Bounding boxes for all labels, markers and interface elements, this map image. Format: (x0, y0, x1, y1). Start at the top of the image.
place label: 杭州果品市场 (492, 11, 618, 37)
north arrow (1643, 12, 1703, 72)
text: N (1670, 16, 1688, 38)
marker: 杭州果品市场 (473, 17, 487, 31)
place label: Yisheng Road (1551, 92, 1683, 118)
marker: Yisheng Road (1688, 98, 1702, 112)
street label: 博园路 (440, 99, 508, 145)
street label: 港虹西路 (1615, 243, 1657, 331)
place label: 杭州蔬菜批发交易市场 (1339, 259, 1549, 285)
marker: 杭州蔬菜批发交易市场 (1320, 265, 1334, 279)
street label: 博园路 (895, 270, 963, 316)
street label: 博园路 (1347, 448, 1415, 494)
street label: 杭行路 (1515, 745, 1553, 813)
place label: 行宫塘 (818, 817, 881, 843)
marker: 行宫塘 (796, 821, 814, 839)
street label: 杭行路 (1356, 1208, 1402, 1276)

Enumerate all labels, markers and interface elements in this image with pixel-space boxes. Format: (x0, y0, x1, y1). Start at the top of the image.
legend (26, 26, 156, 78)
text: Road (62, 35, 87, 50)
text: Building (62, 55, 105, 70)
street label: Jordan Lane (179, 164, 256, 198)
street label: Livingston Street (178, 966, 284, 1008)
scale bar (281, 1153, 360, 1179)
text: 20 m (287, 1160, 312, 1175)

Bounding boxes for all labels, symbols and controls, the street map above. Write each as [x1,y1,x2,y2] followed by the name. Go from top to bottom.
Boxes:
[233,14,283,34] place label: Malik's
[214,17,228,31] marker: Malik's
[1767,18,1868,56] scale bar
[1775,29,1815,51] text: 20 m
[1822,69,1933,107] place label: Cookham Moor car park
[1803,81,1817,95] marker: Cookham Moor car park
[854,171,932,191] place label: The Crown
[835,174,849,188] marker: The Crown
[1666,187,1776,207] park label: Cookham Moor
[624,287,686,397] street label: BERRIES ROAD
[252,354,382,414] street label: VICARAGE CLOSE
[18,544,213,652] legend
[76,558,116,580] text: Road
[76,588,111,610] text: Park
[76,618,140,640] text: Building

What you should do
All of the data above should be reproduced exactly, with nothing left out.

Task result
Bounding boxes for all labels, markers and interface elements, this map image. Format: (x0, y0, x1, y1). Start at the top of the image.
place label: 杭州果品市场 (492, 11, 618, 37)
north arrow (1643, 12, 1703, 72)
text: N (1670, 16, 1688, 38)
marker: 杭州果品市场 (473, 17, 487, 31)
place label: Yisheng Road (1551, 92, 1683, 118)
marker: Yisheng Road (1688, 98, 1702, 112)
street label: 博园路 (440, 99, 508, 145)
street label: 港虹西路 (1615, 243, 1657, 331)
place label: 杭州蔬菜批发交易市场 (1339, 259, 1549, 285)
marker: 杭州蔬菜批发交易市场 (1320, 265, 1334, 279)
street label: 博园路 (895, 270, 963, 316)
street label: 博园路 (1347, 448, 1415, 494)
street label: 杭行路 (1515, 745, 1553, 813)
place label: 行宫塘 (818, 817, 881, 843)
marker: 行宫塘 (796, 821, 814, 839)
street label: 杭行路 (1356, 1208, 1402, 1276)

Enumerate all labels, markers and interface elements in this image with pixel-space boxes. Format: (x0, y0, x1, y1). Start at the top of the image.
legend (26, 26, 156, 78)
text: Road (62, 35, 87, 50)
text: Building (62, 55, 105, 70)
street label: Jordan Lane (179, 164, 256, 198)
street label: Livingston Street (178, 966, 284, 1008)
scale bar (281, 1153, 360, 1179)
text: 20 m (287, 1160, 312, 1175)

Bounding boxes for all labels, symbols and controls, the street map above. Write each as [x1,y1,x2,y2] followed by the name. Go from top to bottom.
Boxes:
[233,14,283,34] place label: Malik's
[214,17,228,31] marker: Malik's
[1767,18,1868,56] scale bar
[1775,29,1815,51] text: 20 m
[1822,69,1933,107] place label: Cookham Moor car park
[1803,81,1817,95] marker: Cookham Moor car park
[854,171,932,191] place label: The Crown
[835,174,849,188] marker: The Crown
[1666,187,1776,207] park label: Cookham Moor
[624,287,686,397] street label: BERRIES ROAD
[252,354,382,414] street label: VICARAGE CLOSE
[18,544,213,652] legend
[76,558,116,580] text: Road
[76,588,111,610] text: Park
[76,618,140,640] text: Building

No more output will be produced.